This statement implies more than repudiating the hypothesis of NATO membership. Ukraine’s new authorities have already done that, both declaratively and by disbanding the two state commissions that used to handle Ukraine-NATO cooperation programs. Going back to 1990, however, implicitly overrides Ukraine’s existing constitution, which dropped the “non-bloc” clause, so as to open the way toward joining NATO. Yanukovych’s statement also reflects Moscow’s and his own government’s view, that “non-bloc” is fully compatible with hosting Russia’s Black Sea Fleet on Ukrainian territory for decades to come.
Moscow apparently regards Ukraine’s “non-bloc” position as applying only toward NATO, but not toward the Collective Security Treaty Organization (CSTO). In his speech at Kyiv state university, Medvedev declared that Ukraine’s non-bloc position was perfectly acceptable to Russia at present. “But life does change, and if Ukraine decides to join the CSTO in the future, we would be happy to open the door for you, and welcome you into our ranks” (President of the Russian Federation website, May 19).

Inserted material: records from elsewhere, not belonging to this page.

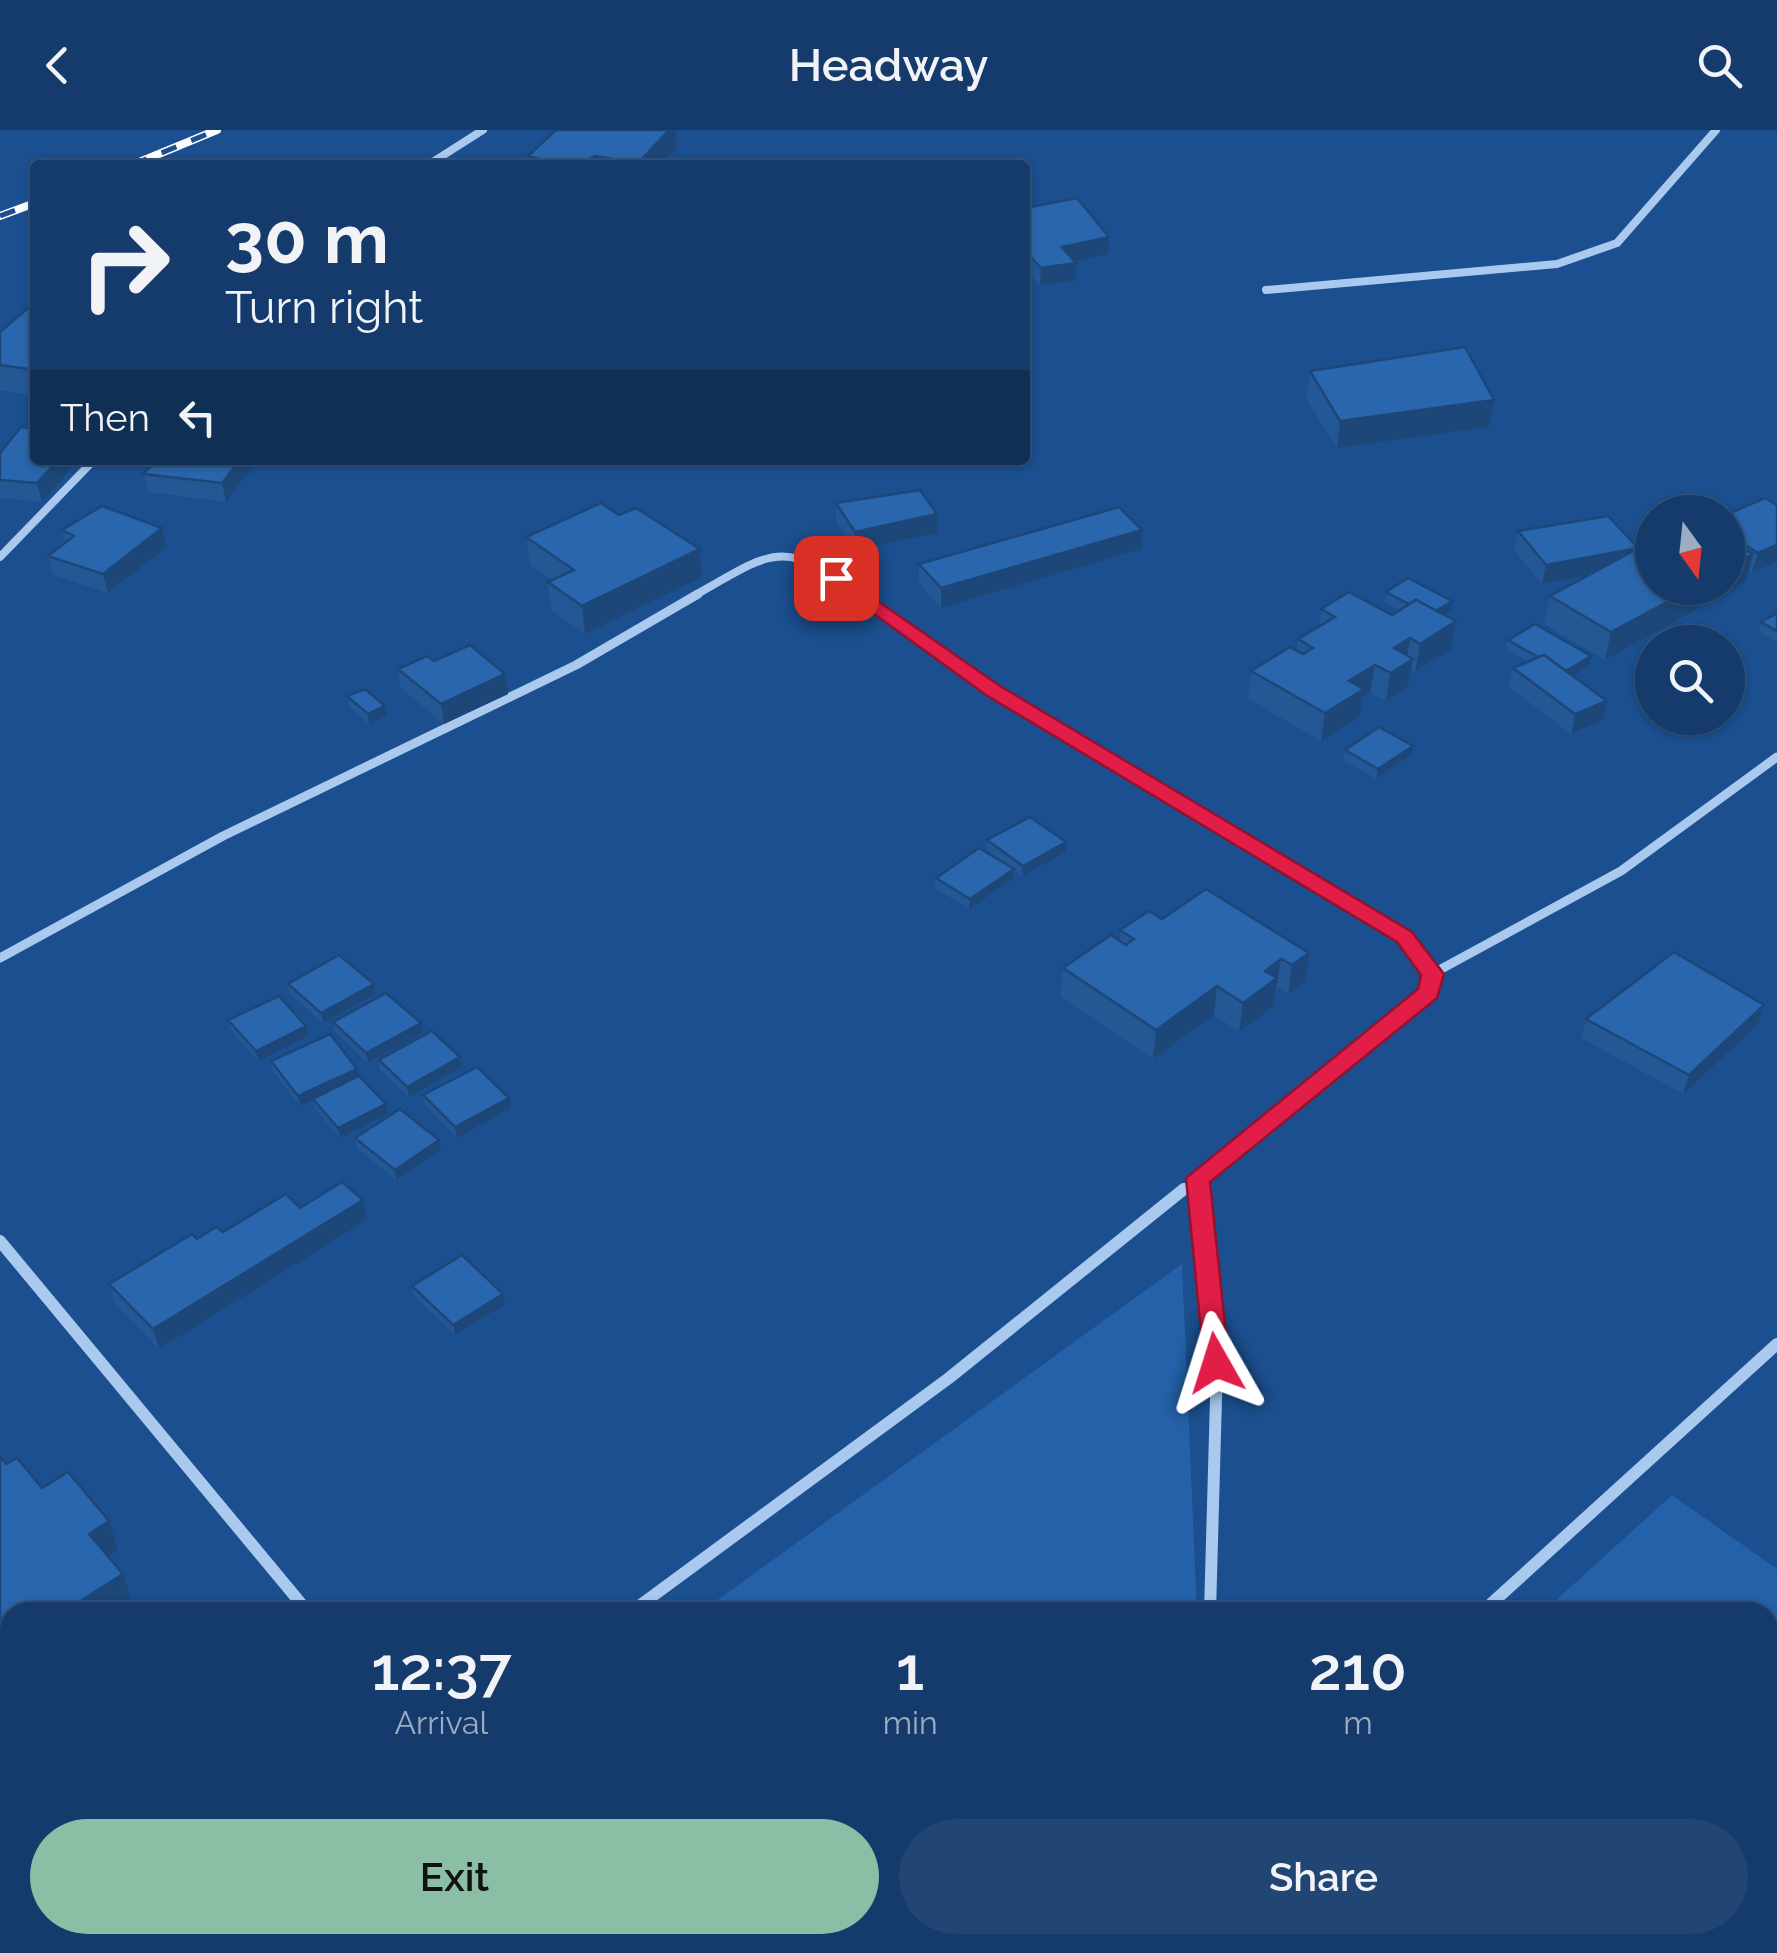 <!DOCTYPE html>
<style>
:root{--surface:#143b6b;--page:#214673;--text:#f1f3f6;--muted:#9dadc1;--line:#33557e;--accent:#8abfa5}
body{margin:0;font-family:Raleway,sans-serif;background:var(--page);color:var(--text);height:100vh;display:flex;flex-direction:column;font-size:38px;white-space:nowrap}
*{box-sizing:border-box;margin:0}
p{font-size:32px;color:var(--muted)}
.icon{flex:none;width:55px;height:55px;fill:none;stroke:currentColor;stroke-width:2;stroke-linecap:round;stroke-linejoin:round}
.map{position:relative;flex:1;overflow:hidden}
.drawer{position:absolute;left:0px;top:1472px;width:1778px;height:352px;display:flex;flex-direction:column;background:var(--surface);border-radius:30px 30px 0 0;box-shadow:0 2px 8px #0004,0 0 0 2px var(--line)}
.drawer>*{flex:none}
.top-card{position:absolute;left:30px;top:30px;width:1000px;height:305px;border-radius:10px;box-shadow:0 2px 8px #0004,0 0 0 2px var(--line);background:#143b6b;color:var(--text);overflow:hidden}
.needle{width:65px;rotate:165deg}
.buttons{position:absolute;left:1635px;top:365px;display:grid;gap:20px}
.buttons a{display:grid;place-items:center;width:110px;height:110px;border-radius:50%;background:var(--surface);box-shadow:0 2px 8px #0004,0 0 0 2px var(--line);font-size:50px}
.pin{position:absolute;display:grid;place-items:center;width:85px;height:85px;color:#fff;margin:-42px;border-radius:20px;box-shadow:0 5px 15px #0006}
.me{position:absolute;width:110px;margin:-55px;rotate:354deg;stroke-linejoin:round;filter:drop-shadow(0 0 8px #0008)}
.turn{display:flex;align-items:center;gap:35px;height:210px;padding:0 30px;font-size:45px}
.turn .icon{width:130px;height:130px;stroke-width:2.5}
.turn b{display:block;font-size:70px;line-height:85px}
.then{display:flex;align-items:center;height:95px;padding:0 30px;background:#0003;gap:20px;font-size:38px}
.eta{display:flex;justify-content:space-evenly;align-items:center;height:170px;text-align:center}
.eta b{font-size:60px;font-weight:600;line-height:70px}
.action{display:flex;gap:20px;margin-top:auto;padding:20px 30px}
.action a{flex:1;height:115px;border-radius:60px;background:var(--accent);color:#111;font-size:40px;font-weight:600;line-height:115px;text-align:center}
.action a+a{background:var(--page);color:var(--text)}
header{display:flex;justify-content:space-between;align-items:center;height:130px;padding:0 30px;background:var(--surface);font-size:45px;font-weight:600}
.map>svg:first-child{display:block}
.green{fill:#2461a8}
.lines{fill:none;stroke-linecap:round;stroke-linejoin:round}
.minor-far2{stroke:#a9c9ee;stroke-width:8}
.minor-far1{stroke:#a9c9ee;stroke-width:9}
.minor{stroke:#a9c9ee;stroke-width:12}
.rail-casing{stroke:#fff;stroke-width:8}
.rail{stroke:#1b4f8f;stroke-width:5;stroke-dasharray:16;stroke-linecap:butt}
.wall{fill:#245895}
.shaded-wall{fill:#1d4779}
.building{fill:#2a66ad;stroke:#1d4779;stroke-width:2.5}
.route{fill:#e11d48;stroke:#92132f;stroke-width:2.5}
</style>
<header><svg class="icon" aria-label="back" viewBox="0 0 24 24"><path d="M15 5l-7 7 7 7"/></svg>Headway<svg class="icon" aria-label="search" viewBox="0 0 24 24"><circle cx="10" cy="10" r="6"/><path d="M15 15l6 6"/></svg></header>
<div class="map">
<svg width="1777" height="1823" viewBox="0 0 1777 1823">
<rect width="100%" height="100%" fill="#1b4f8f"/>
<g class="green">
<polygon points="1182,1134 1197,1482 701,1482"/>
<polygon points="1672,1365 1777,1439 1777,1823 1388,1823 1369,1815 1768,1815 1768,1482 1543,1482"/>
</g>
<g class="lines">
<g class="minor-far2">
<polyline points="428,35 483,0"/>
<polyline points="1266,160 1557,134 1617,113 1716,0"/>
<polyline points="0,427 94,330"/>
<path d="M694 466C775 419 783 408 862 466"/>
</g>
<g class="minor-far1">
<polyline points="859,464 993,561 1404,807 1428,838 1429,863 1181,1062"/>
<polyline points="0,828 223,706 576,535 698,464"/>
<polyline points="1432,844 1621,741 1777,627"/>
<polyline points="1197,1049 1198,1062"/>
</g>
<g class="minor">
<polyline points="1198,1059 1217,1233 1210,1482"/>
<polyline points="0,1111 308,1482"/>
<polyline points="631,1482 949,1248 1184,1059"/>
<polyline points="1482,1482 1777,1214"/>
<polyline points="1183,1815 1207,1823"/>
<polyline points="188,1823 198,1815"/>
<polyline points="1242,1823 1243,1815"/>
</g>
<g class="rail-casing">
<g id="rail">
<polyline points="132,35 217,0"/>
<polyline points="0,86 35,73"/>
</g>
</g>
<use href="#rail" class="rail"/>
</g>
<g class="wall">
<polygon points="556,0 676,0 677,19 661,35 528,35 528,26"/>
<polygon points="1025,78 1108,124 1075,132 1075,151 1040,155 1025,140"/>
<polygon points="35,172 35,266 0,260 0,202"/>
<polygon points="1310,241 1494,270 1489,297 1337,318 1306,268"/>
<polygon points="0,323 35,330 79,330 42,372 0,368"/>
<polygon points="157,330 253,330 254,335 226,372 148,362 143,344"/>
<polygon points="836,373 937,384 937,403 855,420 836,392"/>
<polygon points="1777,375 1752,442 1749,440 1746,452 1605,530 1544,494 1550,466 1588,445 1542,454 1514,420 1518,401 1638,419 1728,458 1728,384"/>
<polygon points="162,398 167,417 108,463 53,445 48,426 65,413 62,400"/>
<polygon points="526,407 700,419 702,447 585,504 551,480 548,452 552,450 530,435"/>
<polygon points="1141,419 941,478 919,453 919,434"/>
<polygon points="1386,462 1452,471 1451,480 1444,485 1456,491 1451,519 1415,542 1411,540 1408,557 1386,571 1370,563 1362,568 1360,587 1321,611 1248,569 1251,541 1296,520 1298,509 1319,497 1321,479 1392,485 1400,480 1384,472"/>
<polygon points="1777,483 1777,512 1759,502 1761,492"/>
<polygon points="1508,510 1589,536 1573,545 1607,571 1603,590 1571,604 1509,557 1513,538 1528,532 1506,519"/>
<polygon points="434,531 508,564 444,594 401,558 398,539"/>
<polygon points="347,566 387,586 369,594 349,576"/>
<polygon points="1413,616 1411,625 1376,649 1343,630 1345,620"/>
<polygon points="987,710 1066,712 1066,722 1022,746 1014,740 1013,749 969,779 935,758 936,748 1008,736 987,720"/>
<polygon points="1162,789 1309,823 1305,852 1288,864 1277,858 1273,877 1239,902 1214,885 1153,929 1061,867 1063,838 1120,810 1120,800"/>
<polygon points="288,854 374,854 375,864 323,893 290,864"/>
<polygon points="1764,875 1758,895 1683,964 1581,908 1586,889"/>
<polygon points="228,890 308,906 258,931 231,900"/>
<polygon points="333,892 423,903 368,933 335,902"/>
<polygon points="460,927 462,937 409,967 380,940 379,930"/>
<polygon points="271,931 357,939 358,946 388,984 340,1008 315,979 313,970 300,976 273,941"/>
<polygon points="423,965 509,968 511,978 457,1008 425,975"/>
<polygon points="355,1008 439,1010 441,1020 396,1050 357,1018"/>
<polygon points="300,1078 367,1090 159,1219 115,1174 109,1154 197,1109 223,1102"/>
<polygon points="412,1156 505,1174 455,1205 414,1166"/>
</g>
<g class="shaded-wall">
<polygon points="669,0 676,0 677,19 661,35 638,35 638,33"/>
<polygon points="595,26 596,35 578,35"/>
<polygon points="1109,107 1108,124 1063,135 1076,133 1075,151 1040,155 1041,138 1062,117"/>
<polygon points="1494,270 1489,297 1337,318 1340,291"/>
<polygon points="58,330 79,330 42,372 37,353"/>
<polygon points="240,330 253,330 254,335 226,372 222,353"/>
<polygon points="937,384 937,403 855,420 855,402"/>
<polygon points="162,398 167,417 108,463 103,444"/>
<polygon points="1142,400 1141,419 941,478 941,458"/>
<polygon points="1777,415 1777,432 1752,442 1758,423"/>
<polygon points="1638,418 1633,437 1542,454 1546,435"/>
<polygon points="700,419 702,447 585,504 582,476"/>
<polygon points="1753,424 1746,452 1605,530 1611,502 1693,458 1728,458 1728,438"/>
<polygon points="1452,471 1451,480 1429,495 1430,485"/>
<polygon points="1456,491 1451,519 1415,542 1420,514"/>
<polygon points="1410,508 1406,534 1413,529 1408,557 1386,571 1394,518"/>
<polygon points="1591,526 1589,536 1561,552 1564,542"/>
<polygon points="1375,535 1370,563 1362,568 1360,587 1321,611 1325,583 1349,551"/>
<polygon points="505,544 508,564 444,594 441,574"/>
<polygon points="1607,571 1603,590 1571,604 1575,584"/>
<polygon points="385,576 387,586 369,594 368,584"/>
<polygon points="1413,616 1411,625 1376,649 1378,639"/>
<polygon points="1066,712 1066,722 1022,746 1023,736"/>
<polygon points="1014,739 1013,749 969,779 970,769"/>
<polygon points="1309,823 1305,852 1288,864 1292,835"/>
<polygon points="1281,829 1273,877 1239,902 1243,873 1265,841"/>
<polygon points="374,854 375,864 323,893 321,883"/>
<polygon points="1217,856 1214,885 1153,929 1156,900"/>
<polygon points="1764,875 1758,895 1683,964 1689,945"/>
<polygon points="421,893 423,903 368,933 366,923"/>
<polygon points="306,896 308,906 258,931 256,921"/>
<polygon points="460,927 462,937 409,967 407,957"/>
<polygon points="357,939 359,949 300,976 298,966"/>
<polygon points="509,968 511,978 457,1008 455,997"/>
<polygon points="386,974 388,984 340,1008 338,998"/>
<polygon points="439,1010 441,1020 396,1050 395,1040"/>
<polygon points="363,1070 367,1090 159,1219 153,1199"/>
<polygon points="503,1164 505,1174 455,1205 453,1195"/>
<polygon points="109,1391 118,1420 99,1432 89,1404"/>
<polygon points="123,1444 132,1472 116,1482 63,1482"/>
<polygon points="10,1513 10,1548 0,1554 0,1519"/>
</g>
<g class="building">
<polygon points="556,0 669,0 638,33 595,26 578,35 560,35 528,26"/>
<polygon points="1077,68 1109,107 1062,117 1076,133 1041,138 1025,121 1025,78"/>
<polygon points="35,172 35,240 0,235 0,202"/>
<polygon points="1465,217 1494,270 1340,291 1310,241"/>
<polygon points="21,297 35,299 35,330 58,330 37,353 0,350 0,323"/>
<polygon points="157,330 240,330 222,353 143,344"/>
<polygon points="920,360 937,384 855,402 836,373"/>
<polygon points="1765,368 1777,375 1777,415 1758,423 1728,404 1728,384"/>
<polygon points="601,373 619,385 636,378 700,419 582,476 548,452 574,440 526,407"/>
<polygon points="102,376 162,398 103,444 48,426 74,406 62,400"/>
<polygon points="1119,377 1142,400 941,458 919,434"/>
<polygon points="1608,386 1638,418 1546,435 1518,401"/>
<polygon points="1728,410 1753,424 1728,438"/>
<polygon points="1652,411 1652,458 1693,458 1611,502 1550,466"/>
<polygon points="1408,448 1452,471 1436,481 1416,470 1409,474 1386,462"/>
<polygon points="1349,462 1392,485 1416,470 1456,491 1420,514 1410,508 1394,518 1413,529 1391,543 1375,535 1349,551 1364,559 1325,583 1251,541 1290,517 1303,524 1313,518 1298,509 1335,487 1321,479"/>
<polygon points="1777,483 1777,501 1761,492"/>
<polygon points="1535,494 1591,526 1566,541 1544,525 1538,527 1508,510"/>
<polygon points="470,515 505,544 441,574 398,539 427,526 434,531"/>
<polygon points="1544,525 1607,571 1575,584 1513,538"/>
<polygon points="365,559 385,576 368,584 347,566"/>
<polygon points="1379,597 1413,616 1378,639 1345,620"/>
<polygon points="1030,687 1066,712 1023,736 987,710"/>
<polygon points="979,718 1014,739 970,769 936,748"/>
<polygon points="1206,759 1309,823 1292,835 1281,829 1265,841 1277,848 1243,873 1217,856 1156,900 1063,838 1111,805 1126,815 1134,809 1120,800 1149,781 1162,789"/>
<polygon points="1674,822 1764,875 1689,945 1586,889"/>
<polygon points="339,825 374,854 321,883 288,854"/>
<polygon points="386,863 421,893 366,923 333,892"/>
<polygon points="279,866 306,896 256,921 228,890"/>
<polygon points="432,901 460,927 407,957 379,930"/>
<polygon points="330,904 357,939 298,966 271,931"/>
<polygon points="477,937 509,968 455,997 423,965"/>
<polygon points="359,946 386,974 338,998 313,969"/>
<polygon points="400,979 439,1010 395,1040 355,1008"/>
<polygon points="342,1052 363,1070 153,1199 109,1154 192,1104 197,1109 216,1097 223,1102 286,1064 300,1078"/>
<polygon points="462,1125 503,1164 453,1195 412,1156"/>
<polygon points="0,1327 6,1334 17,1328 42,1358 68,1342 109,1391 89,1404 123,1444 63,1482 10,1482 10,1513 0,1519"/>
</g>
<polygon class="route" points="836,442 1000,556 1412,802 1444,844 1437,868 1210,1052 1229,1233 1226,1240 1207,1240 1204,1233 1186,1048 1418,859 1421,845 1397,812 986,565 830,452 830,444"/>
</svg>
<div class="buttons">
<a><svg class="needle" viewBox="-14 -14 28 28"><path d="M0-13l5 13h-10z" fill="#e53935"/><path d="M0 13l5-13h-10z" fill="#9dadc1"/></svg></a>
<a><svg class="icon" aria-label="search" viewBox="0 0 24 24"><circle cx="10" cy="10" r="6"/><path d="M15 15l6 6"/></svg></a>
</div>
<div class="pin" style="left:836px;top:448px;background:#d93025"><svg class="icon" aria-label="arrive" viewBox="0 0 24 24"><path d="M6 21V4h12l-3 4 3 4H6"/></svg></div>
<svg class="me" style="left:1216px;top:1233px" viewBox="-20 -20 40 40"><path d="M0-17L14 15 0 8-14 15z" fill="#e11d48" stroke="#fff" stroke-width="4"/></svg>
<div class="top-card">
<div class="turn"><svg class="icon" aria-label="right" viewBox="0 0 24 24"><path d="M7 20v-9h11M14 6l5 5-5 5"/></svg><div><b>30 m</b>Turn right</div></div>
<div class="then">Then<svg class="icon" aria-label="left" viewBox="0 0 24 24"><path d="M17 20v-9H6M10 6l-5 5 5 5"/></svg></div>
</div>
<section class="drawer">
<div class="eta">
<div><b>12:37</b><p>Arrival</p></div>
<div><b>1</b><p>min</p></div>
<div><b>210</b><p>m</p></div>
</div>
<div class="action"><a>Exit</a><a>Share</a></div>
</section>
</div>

Medvedev’s reference to CSTO’s open door sounds like a taunt to NATO’s eponymous, failing policy in Ukraine.
In a concluding statement on European security, Yanukovych joins Medvedev in pledging to promote a new security system for all states in the Euro-Atlantic space, along the lines of Medvedev’s 2009 proposals to create a structure superordinate to NATO. As a distinct feature related to Ukraine, the joint statement includes a call for security “guarantees to non-bloc countries and those that voluntarily gave up their nuclear arsenals” (Interfax, May 17).
This seems to presage Kyiv’s own contribution to promoting Moscow’s proposals from now on. Relegated to a grey zone between NATO and Russia, the Ukrainian government can from its own perspective feel justified supporting Russia’s proposals to create a structure above NATO, if those proposals would on paper “guarantee” the security of “non-bloc” Ukraine.
Following the summit, Russia’s Federal Security Service (FSB) and Ukraine Security Service (SBU) initiated an unprecedented program of joint activities. Meeting on May 19 in Odessa the chairmen of FSB and SBU, Aleksandr Bortnikov and Valery Khoroshkovsky, signed a framework document for cooperation on a wide range of issues, to be detailed in compartmentalized agreements. The public announcement singles out “economic and industrial counter-intelligence, as well as protection of Russian and Ukrainian technologies on the internal markets [of the two countries]” (Interfax-Ukraine, May 19).
This aspect of cooperation seems related to the planned entry of Russian capital into Ukrainian industries and creation of joint enterprises there. Khoroshkovsky himself has had long-standing connections with Russian business in the metallurgical and energy sectors.
A separate protocol, signed at the same meeting, provides for the return of Russian FSB military counter-intelligence officers to Russia’s Black Sea Fleet in the Crimea (Interfax-Ukraine, May 19). Those officers’ presence had all along contravened CIS-wide agreements that prohibit FSB operations on the territories of CIS member countries. In 2009, Ukraine ordered FSB officers attached to Russia’s Black Sea Fleet to leave Ukraine’s territory.
Ukraine is one of the founding countries of the CIS, but has never ratified procedure of the CIS charter, and is thus not a full-fledged member. The new government’s minister of foreign affairs, Kostyantin Hryshchenko, has stated more than once since taking office that Ukraine can participate in CIS activities without ratifying the charter and does therefore not intend to do ratify it. The ministry’s new spokesman, Oleh Voloshyn, however, retreated from that position in the wake of Medvedev’s visit, telling the media: “If we see that some really important issues cannot be resolved without being a [full] member and without ratifying the charter, we will consider this, of course” (Interfax-Ukraine, May 19).
This statement typifies the new Ukrainian authorities’ proclivity to put leverage in Moscow’s hand, in advance of any negotiation, by displaying their sense of Ukraine’s vulnerability. Thus, Yanukovych and his government have advertised their fear of Gazprom’s South Stream pipeline project, inviting Russia’s entry into Ukraine’s gas transit system, as a price for lifting South Stream’s alleged bypass threat. Emboldened, Putin and Gazprom have raised the pressure by demanding an outright “merger,” rather than shared control. Similarly, Medvedev felt emboldened in Kyiv to raise the prospect of a shift from Ukraine’ non-bloc status to entry into the CSTO.
By all appearances, the Ukrainian president and government feel that they must deal with Russia one-on-one, in the absence of Western involvement, which could steady the Ukrainian authorities’ nervous hand. Far from the anticipated two-vector policy, Kyiv has drifted far into a single-vector policy toward Russia.